I am completely redrafting this question following the advice of @MrFlick.
Assume I have a data.frame
like the following
set.seed(1)
group<-(rep(1:10, sample(50:200, 10, replace=T)))
gender<-factor((sample(0:1, 1328, replace=T, prob=c(0.55, 0.45))))
country<-factor((sample(6030:6098, 1328, replace=T)))
ethnicity<-factor((sample(7040:7101, 1328, replace=T)))
yearbirth<-(sample(1950:1986, 1328, replace=T))
df<-data.frame(group, gender, country, ethnicity, yearbirth)
For each group
, I would like to calculate the Silhouette Width (SW) corresponding to the 'optimal' number of clusters.

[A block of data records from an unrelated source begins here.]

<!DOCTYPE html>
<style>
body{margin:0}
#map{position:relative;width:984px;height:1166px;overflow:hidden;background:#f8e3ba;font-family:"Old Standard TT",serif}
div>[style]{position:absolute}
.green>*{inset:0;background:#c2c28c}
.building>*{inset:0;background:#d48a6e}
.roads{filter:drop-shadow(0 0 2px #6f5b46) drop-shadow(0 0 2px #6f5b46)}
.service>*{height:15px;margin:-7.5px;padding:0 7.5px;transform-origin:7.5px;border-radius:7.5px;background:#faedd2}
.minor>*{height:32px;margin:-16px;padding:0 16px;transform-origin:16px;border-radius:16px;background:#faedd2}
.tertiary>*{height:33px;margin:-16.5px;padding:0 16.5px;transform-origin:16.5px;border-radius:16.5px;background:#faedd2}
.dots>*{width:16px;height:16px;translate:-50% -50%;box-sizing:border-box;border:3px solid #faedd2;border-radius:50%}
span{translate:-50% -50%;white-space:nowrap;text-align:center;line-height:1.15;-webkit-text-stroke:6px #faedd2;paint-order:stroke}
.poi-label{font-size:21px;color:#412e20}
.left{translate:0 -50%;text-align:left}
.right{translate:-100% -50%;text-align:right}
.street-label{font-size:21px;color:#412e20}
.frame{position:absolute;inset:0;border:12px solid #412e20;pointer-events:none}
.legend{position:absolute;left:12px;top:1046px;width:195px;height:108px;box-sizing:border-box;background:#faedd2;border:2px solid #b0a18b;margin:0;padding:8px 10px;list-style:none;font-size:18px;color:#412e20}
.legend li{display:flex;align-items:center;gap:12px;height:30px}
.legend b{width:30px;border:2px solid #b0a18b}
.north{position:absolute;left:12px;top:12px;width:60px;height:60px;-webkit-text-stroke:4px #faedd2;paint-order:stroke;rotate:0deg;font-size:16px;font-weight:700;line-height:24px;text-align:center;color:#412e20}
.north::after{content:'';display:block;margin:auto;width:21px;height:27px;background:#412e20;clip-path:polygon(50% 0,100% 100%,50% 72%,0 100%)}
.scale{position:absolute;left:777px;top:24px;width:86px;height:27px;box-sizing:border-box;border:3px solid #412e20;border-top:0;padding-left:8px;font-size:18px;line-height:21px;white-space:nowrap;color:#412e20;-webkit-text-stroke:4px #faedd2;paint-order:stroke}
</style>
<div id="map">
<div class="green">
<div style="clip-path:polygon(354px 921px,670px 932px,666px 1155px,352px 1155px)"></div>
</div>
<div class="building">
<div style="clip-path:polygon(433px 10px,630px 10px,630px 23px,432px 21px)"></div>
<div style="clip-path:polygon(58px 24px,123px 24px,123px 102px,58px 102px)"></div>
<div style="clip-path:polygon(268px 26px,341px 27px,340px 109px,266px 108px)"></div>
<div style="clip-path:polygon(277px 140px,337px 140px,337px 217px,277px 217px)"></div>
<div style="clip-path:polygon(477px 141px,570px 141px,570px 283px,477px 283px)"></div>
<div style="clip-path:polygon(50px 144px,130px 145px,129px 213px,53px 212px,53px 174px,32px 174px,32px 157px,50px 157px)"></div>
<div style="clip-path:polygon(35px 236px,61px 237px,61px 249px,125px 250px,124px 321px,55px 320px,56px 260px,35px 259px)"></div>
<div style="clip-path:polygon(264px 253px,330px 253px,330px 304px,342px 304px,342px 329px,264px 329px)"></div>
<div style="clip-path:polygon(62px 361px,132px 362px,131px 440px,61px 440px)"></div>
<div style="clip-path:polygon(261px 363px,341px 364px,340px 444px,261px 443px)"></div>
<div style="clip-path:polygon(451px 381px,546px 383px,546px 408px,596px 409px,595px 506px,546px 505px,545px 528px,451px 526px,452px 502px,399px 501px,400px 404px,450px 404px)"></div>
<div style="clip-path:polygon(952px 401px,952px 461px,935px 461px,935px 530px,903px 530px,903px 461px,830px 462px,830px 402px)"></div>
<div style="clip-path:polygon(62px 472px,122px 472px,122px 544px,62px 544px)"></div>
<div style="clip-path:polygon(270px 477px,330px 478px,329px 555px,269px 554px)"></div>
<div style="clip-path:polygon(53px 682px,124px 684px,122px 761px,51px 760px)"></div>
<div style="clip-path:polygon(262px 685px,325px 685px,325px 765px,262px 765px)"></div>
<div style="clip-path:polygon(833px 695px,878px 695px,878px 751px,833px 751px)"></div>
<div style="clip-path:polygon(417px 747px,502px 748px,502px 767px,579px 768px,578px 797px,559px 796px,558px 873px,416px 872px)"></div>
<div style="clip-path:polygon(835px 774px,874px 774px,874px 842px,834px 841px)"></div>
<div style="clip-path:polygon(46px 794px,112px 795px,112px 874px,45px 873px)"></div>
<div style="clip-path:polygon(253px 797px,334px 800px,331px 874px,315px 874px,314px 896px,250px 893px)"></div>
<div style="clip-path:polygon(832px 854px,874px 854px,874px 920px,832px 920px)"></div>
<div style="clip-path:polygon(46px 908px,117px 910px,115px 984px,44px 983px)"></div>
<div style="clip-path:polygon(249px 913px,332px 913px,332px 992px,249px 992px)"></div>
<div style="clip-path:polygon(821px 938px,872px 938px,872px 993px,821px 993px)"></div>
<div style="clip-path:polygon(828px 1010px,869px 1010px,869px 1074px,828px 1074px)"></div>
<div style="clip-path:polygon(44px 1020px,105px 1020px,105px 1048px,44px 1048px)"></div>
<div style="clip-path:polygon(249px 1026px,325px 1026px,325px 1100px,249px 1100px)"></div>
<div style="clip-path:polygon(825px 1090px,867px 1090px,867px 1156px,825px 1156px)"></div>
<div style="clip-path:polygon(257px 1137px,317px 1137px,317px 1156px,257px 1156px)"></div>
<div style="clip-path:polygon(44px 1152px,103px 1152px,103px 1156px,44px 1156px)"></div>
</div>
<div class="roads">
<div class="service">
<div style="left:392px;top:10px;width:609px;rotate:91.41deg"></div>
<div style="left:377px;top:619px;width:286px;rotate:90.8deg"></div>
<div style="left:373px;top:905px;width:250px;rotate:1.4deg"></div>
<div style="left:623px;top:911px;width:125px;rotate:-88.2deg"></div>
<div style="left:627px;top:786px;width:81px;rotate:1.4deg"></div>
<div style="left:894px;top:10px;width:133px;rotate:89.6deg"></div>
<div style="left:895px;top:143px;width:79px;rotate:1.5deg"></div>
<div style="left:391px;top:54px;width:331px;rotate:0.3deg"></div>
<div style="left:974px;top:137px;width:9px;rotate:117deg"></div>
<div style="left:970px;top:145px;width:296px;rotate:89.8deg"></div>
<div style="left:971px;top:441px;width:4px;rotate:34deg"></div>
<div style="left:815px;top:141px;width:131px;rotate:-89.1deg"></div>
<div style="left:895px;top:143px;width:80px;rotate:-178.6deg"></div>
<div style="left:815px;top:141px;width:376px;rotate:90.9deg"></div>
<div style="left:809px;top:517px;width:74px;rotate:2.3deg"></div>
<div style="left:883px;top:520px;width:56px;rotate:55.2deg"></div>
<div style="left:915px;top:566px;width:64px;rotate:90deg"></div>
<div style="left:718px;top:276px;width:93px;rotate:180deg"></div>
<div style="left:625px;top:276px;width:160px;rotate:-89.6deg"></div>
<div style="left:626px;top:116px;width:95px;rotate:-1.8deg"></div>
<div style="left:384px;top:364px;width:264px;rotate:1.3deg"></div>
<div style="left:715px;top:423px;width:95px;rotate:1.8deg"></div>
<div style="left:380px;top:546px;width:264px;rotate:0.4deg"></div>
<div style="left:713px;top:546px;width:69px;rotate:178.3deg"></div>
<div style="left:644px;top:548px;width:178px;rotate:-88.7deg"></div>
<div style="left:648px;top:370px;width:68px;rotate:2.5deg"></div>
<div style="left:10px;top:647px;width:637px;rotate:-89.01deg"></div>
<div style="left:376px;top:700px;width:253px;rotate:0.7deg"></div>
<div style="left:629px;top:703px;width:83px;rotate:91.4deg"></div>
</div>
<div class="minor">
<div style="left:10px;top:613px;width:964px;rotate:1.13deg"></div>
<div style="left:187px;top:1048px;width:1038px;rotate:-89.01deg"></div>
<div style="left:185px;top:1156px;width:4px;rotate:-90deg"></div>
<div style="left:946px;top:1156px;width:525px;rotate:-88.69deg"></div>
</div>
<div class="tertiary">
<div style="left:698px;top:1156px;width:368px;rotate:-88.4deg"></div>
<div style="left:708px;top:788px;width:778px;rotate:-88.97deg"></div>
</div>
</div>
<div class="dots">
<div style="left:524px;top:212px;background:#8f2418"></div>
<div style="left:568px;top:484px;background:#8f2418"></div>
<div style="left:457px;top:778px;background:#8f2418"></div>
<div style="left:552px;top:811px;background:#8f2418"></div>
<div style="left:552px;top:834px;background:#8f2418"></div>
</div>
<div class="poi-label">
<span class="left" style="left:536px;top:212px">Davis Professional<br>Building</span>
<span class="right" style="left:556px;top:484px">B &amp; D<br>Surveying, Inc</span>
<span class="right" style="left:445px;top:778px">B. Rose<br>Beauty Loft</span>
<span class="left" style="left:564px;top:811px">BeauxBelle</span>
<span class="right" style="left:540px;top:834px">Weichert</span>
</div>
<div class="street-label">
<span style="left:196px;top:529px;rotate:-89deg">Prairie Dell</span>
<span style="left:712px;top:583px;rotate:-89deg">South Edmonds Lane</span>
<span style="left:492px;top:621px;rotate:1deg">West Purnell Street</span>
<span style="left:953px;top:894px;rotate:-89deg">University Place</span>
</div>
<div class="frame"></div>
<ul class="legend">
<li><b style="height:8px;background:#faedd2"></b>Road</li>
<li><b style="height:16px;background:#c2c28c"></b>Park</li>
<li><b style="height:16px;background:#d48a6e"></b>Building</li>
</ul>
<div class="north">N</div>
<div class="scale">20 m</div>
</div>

To do so, I prepared the following function which I would like to repeat on any group
library(cluster)
library(fpc)
ASW<-function(x){
x<-as.data.frame(x)
id<-as.integer(x[1,1])
people<-length(as.vector(x[,1]))
if (people==1){
p=0
} else {
x<-x[,-1]
diss<-daisy(x, metric="gower")
if (people/3<2) {
maxclus=2
} else {
maxclus<-round(people/3)
}
asw <- numeric(maxclus)
for (k in 2:maxclus) asw[[k]] <- pam(diss, k, diss=T) $ silinfo $ avg.width
k.best <- which.max(asw)
p<-asw[k.best]
}
swg<-numeric(2)
swg[1]<-id
swg[2]<-p
swg
}
As a final output, I would like ASW
to produce a data.frame
having the group number (id) in the first column and the Silhouette Width value corresponding to the optimal number of clusters in the second. If the group contains only one individual, I would like Silhouette Width to be 0 - SW is not defined for less than 2 clusters.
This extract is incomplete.